Не сразу, исподволь началась цепная реакция…»

Все скопленное за последнее время прорвалось, и я уже не волен был остановить поток. С дотошной подробностью, с назойливой искренностью, пренебрегающей условностями и приличиями, я писал Зульфии о развале еще не успевшей сложиться семьи, о разрыве с Борисом Евгеньевичем, о моей нынешней шаткости в институте, о той прокаженности, которую я сейчас испытываю. Потерянный — потерянной, вопль души!

«…Признайся, — заканчивал я письмо, — тебе в голову сейчас пришел досадный вопрос: а зачем, собственно, он на меня такое обрушил, чего от меня ждет, на что рассчитывает, чем можно тут помочь?.. Ничем! Ни даже советом! Я просто благодарен за то только, что ты есть в мире. Значит, мир не совсем еще глух, есть надежда — меня услышат. А большего подарить мне сейчас никто не в состоянии. И, как знать, вынес бы я вселенское безразличие к себе, не ухватись теперь за тебя. Без такой отдушины в атмосфере отчаяния, должно быть, и созревают самоубийцы. Один факт, что ты есть, уже спасение. И если еще ты отзовешься, докажешь мне, что плач мой услышан, я, пожалуй, буду даже счастлив. И копеечная свеча в моей кромешности теперь — зарево.

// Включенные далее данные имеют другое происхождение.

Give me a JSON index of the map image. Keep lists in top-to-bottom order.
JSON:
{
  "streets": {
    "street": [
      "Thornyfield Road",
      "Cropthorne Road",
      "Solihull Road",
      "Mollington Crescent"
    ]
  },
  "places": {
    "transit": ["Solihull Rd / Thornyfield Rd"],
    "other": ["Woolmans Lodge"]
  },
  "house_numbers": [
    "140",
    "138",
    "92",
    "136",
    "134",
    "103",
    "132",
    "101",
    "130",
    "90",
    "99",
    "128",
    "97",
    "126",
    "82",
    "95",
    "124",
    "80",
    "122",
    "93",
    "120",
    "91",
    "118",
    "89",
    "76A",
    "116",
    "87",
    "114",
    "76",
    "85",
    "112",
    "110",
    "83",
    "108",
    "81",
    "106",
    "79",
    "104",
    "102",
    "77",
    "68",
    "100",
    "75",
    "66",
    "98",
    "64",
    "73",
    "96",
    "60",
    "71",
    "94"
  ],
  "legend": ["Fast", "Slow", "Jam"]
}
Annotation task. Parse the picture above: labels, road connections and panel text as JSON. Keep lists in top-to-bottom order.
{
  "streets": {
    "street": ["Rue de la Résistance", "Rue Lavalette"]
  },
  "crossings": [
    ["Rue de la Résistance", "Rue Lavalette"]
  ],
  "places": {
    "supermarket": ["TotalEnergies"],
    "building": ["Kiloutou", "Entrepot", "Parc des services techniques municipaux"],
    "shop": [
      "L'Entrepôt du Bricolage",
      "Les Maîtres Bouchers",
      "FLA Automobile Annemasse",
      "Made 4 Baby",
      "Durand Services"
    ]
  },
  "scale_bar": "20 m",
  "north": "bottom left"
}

Хватающийся за соломинку Павел Крохалев.

Р. S. Твоего Иеронима Босха я храню, но только как память. Я обманул тебя, что люблю этого художника. Нет, он пугал и пугает меня. Его любила моя жена…

П. К.»

Адрес Зульфии я знал приблизительно, написал на институт, куда она определилась. Но не перелетела ли она дальше? Навряд ли, срок еще не вышел.

Я выскочил ночью на улицу к почтовому ящику. Он с железным лязгом проглотил мое письмо. И обычная в этих случаях рефлексия — я сразу же пожалел, что послал свой сумбурный вопль. «Что мне Гекуба и что я Гекубе?»

5

В институте ощущался утробный вулканизм — слегка потряхивало, слегка чадило, пахло серой. Никто ничего решительно не предпринимал. Виновник событий Борис Евгеньевич Лобанов читал свои лекции, ходил по коридорам с высоко поднятой головой. Я видел теперь его только со стороны.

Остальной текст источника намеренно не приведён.